> **What to do**
Show all lines containing "image" from the data below.

> **The records**
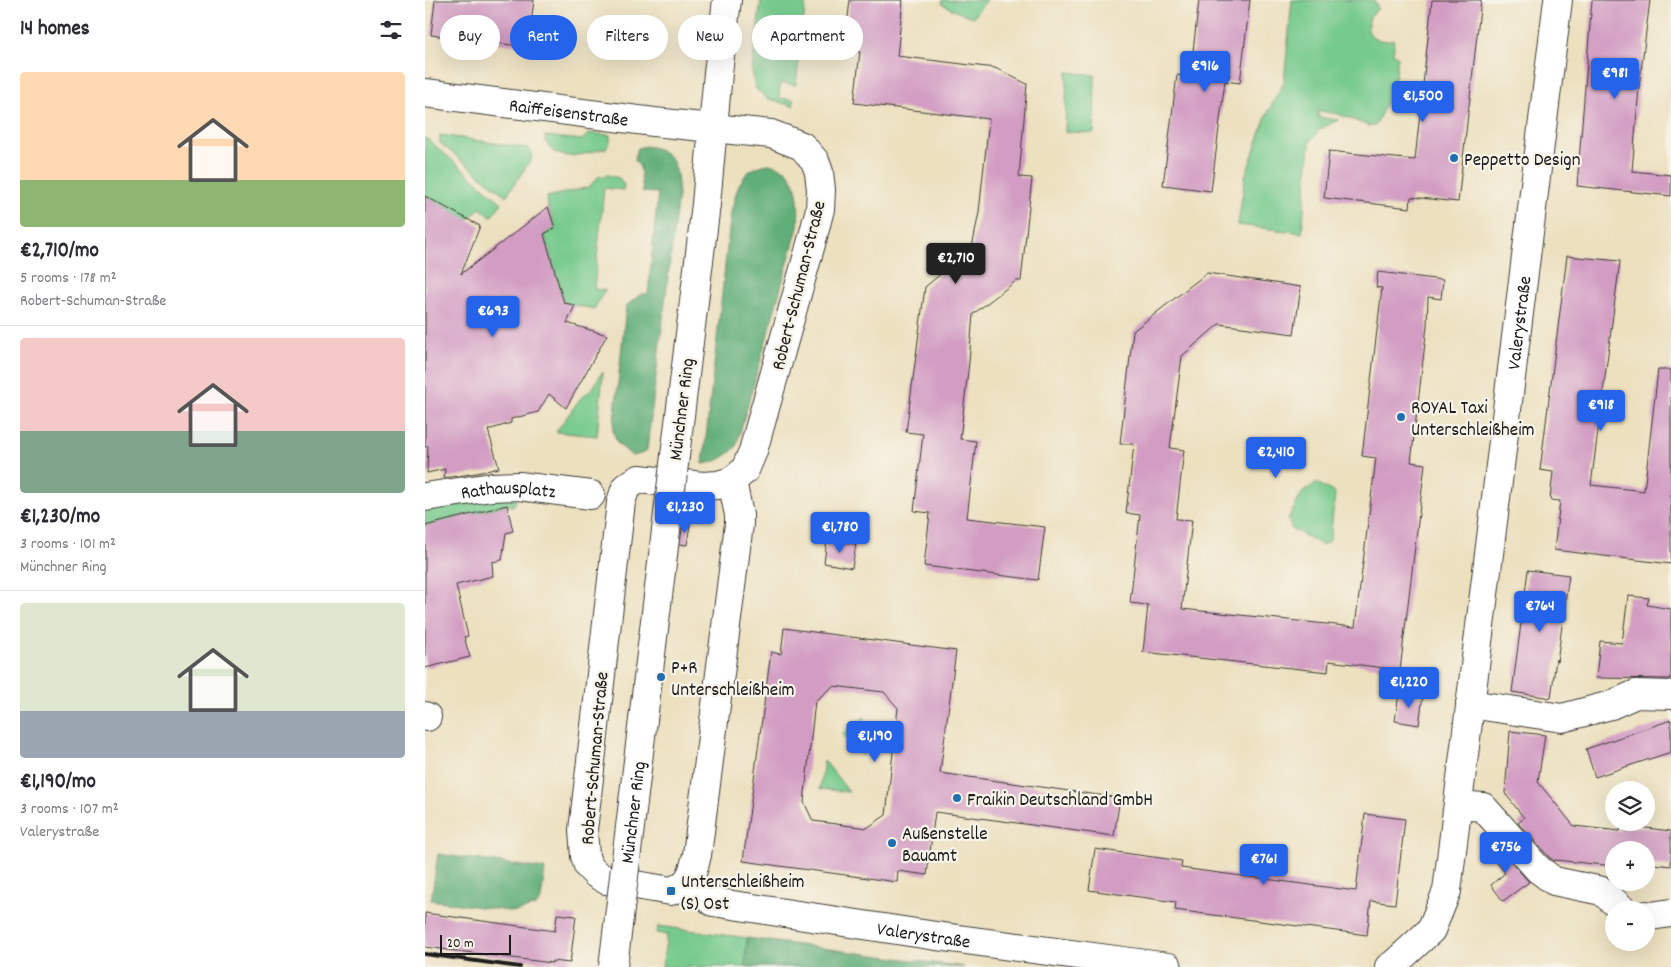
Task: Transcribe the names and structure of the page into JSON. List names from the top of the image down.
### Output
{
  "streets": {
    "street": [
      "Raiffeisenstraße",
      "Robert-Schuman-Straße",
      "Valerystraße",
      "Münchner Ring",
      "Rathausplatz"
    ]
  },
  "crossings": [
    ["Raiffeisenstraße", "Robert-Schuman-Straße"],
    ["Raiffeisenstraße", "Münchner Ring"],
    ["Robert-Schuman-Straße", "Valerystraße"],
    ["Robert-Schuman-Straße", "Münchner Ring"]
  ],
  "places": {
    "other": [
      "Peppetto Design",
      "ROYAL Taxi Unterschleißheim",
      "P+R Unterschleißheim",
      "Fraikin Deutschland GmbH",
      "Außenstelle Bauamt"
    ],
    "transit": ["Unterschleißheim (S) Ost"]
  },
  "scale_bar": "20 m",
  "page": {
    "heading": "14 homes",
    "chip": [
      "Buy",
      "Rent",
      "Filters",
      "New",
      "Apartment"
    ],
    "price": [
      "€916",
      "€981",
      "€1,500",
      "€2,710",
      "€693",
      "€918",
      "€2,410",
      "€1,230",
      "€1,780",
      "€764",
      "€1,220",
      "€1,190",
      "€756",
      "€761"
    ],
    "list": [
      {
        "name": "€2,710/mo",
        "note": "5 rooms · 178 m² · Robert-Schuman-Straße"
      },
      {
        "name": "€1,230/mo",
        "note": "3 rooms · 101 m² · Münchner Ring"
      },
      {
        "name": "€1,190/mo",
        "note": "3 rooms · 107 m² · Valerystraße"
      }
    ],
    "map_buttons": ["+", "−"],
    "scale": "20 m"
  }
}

==

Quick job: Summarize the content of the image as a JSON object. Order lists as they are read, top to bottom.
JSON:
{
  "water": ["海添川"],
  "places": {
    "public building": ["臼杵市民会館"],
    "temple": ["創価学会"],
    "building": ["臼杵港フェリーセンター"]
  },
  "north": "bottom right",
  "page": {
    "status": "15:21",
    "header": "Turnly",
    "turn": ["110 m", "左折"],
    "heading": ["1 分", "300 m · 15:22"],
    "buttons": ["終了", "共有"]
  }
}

--

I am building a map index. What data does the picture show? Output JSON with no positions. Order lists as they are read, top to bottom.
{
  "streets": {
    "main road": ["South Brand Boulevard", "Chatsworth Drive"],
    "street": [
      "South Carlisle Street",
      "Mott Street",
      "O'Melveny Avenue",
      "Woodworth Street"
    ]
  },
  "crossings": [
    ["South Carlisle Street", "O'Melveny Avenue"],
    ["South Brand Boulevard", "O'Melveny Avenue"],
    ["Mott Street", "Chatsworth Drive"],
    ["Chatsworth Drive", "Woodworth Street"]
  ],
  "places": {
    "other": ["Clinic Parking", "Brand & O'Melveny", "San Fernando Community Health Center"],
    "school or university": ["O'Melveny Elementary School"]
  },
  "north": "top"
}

> **Written answer**
Task: Transcribe the names and structure of the page into JSON. List names from the top of the image down.
Quick job: Summarize the content of the image as a JSON object. Order lists as they are read, top to bottom.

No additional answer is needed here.